Eine systematische Verfolgung durch staatliche Organe ist nicht nachweisbar, was allerdings an der vollkommenen Tabuisierung des Themas liegt. Über die Durchführung von Strafverfahren wegen homosexueller oder transsexueller Handlungen liegen deshalb keine Erkenntnisse vor. Es wird allerdings von gewalttätigen Übergriffen bis hin zu Vergewaltigungen homosexueller Männer durch die afghanische Polizei berichtet. Die Betroffenen haben keinen Zugang zum Gesundheitssystem und müssen bei "Entdeckung" den Verlust ihres Arbeitsplatzes und soziale Ausgrenzung fürchten. Daneben kommt es - v. a. auf Grund der starken Geschlechtertrennung - immer wieder zu freiwilligen oder erzwungenen homosexuellen Handlungen zwischen heterosexuellen Männern (LIB S. 192).

1.5.2. Auszug aus der ACCORD-Anfragebeantwortung a-10159 vom 01.06.2017 zur Lage von Apostaten:

"[...]

1.5.2.1. Vom Islam abgefallene Personen (Apostaten):

Das norwegische Herkunftsländerinformationszentrum Landinfo schreibt in einem Bericht vom September 2013, dass Apostasie (Arabisch: ridda) in der klassischen Scharia als "Weggehen" vom Islam verstanden werde und ein Apostat (Arabisch: murtadd) ein Muslim sei, der den Islam verleugne.

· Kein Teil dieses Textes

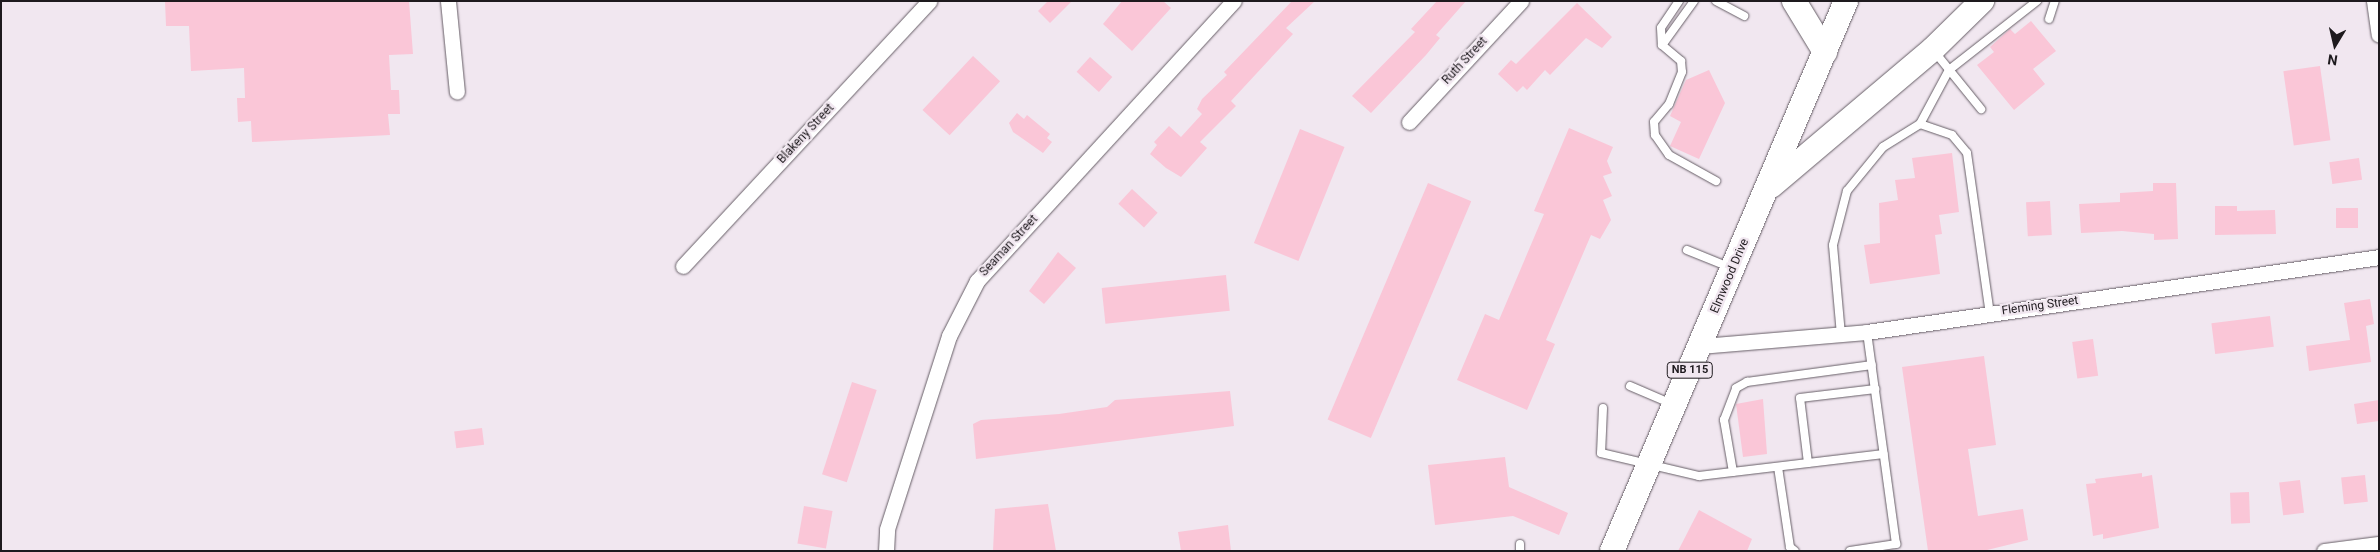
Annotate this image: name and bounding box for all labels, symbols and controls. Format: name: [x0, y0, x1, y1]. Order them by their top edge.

Apostasie müsse nicht unbedingt bedeuten, dass sich der Apostat einer neuen Glaubensrichtung anschließe. [...]

Artikel 2 der Verfassung der Islamischen Republik Afghanistan vom Jänner 2004 legt die "heilige Religion des Islam" als Religion Afghanistans fest. Angehörige anderer Glaubensrichtungen steht es frei, innerhalb der Grenzen des Gesetzes ihren Glauben und ihre religiösen Rituale auszuüben. Gemäß Artikel 3 der Verfassung darf kein Gesetz in Widerspruch zu den Lehren und Vorschriften des Islam stehen. Laut Artikel 7 ist Afghanistan indes verpflichtet, die Bestimmungen der Charta der Vereinten Nationen, zwischenstaatlicher Vereinbarungen, internationaler Vertragswerke, deren Vertragsstaat Afghanistan ist, sowie der Allgemeinen Erklärung der Menschenrechte einzuhalten. Artikel 130 der Verfassung schreibt vor, dass die Gerichte bei der Beurteilung von Fällen die Bestimmungen der Verfassung und anderer Gesetze zu berücksichtigen haben. Wenn es jedoch zu einem Fall keine Bestimmungen in der Verfassung oder anderen Gesetzen gibt, so haben die Gerichte entsprechend der (sunnitischen) hanafitischen Rechtssprechungstradition innerhalb der Grenzen der Verfassung auf eine Art und Weise zu entscheiden, welche am besten geeignet ist, Gerechtigkeit zu gewährleisten. [...]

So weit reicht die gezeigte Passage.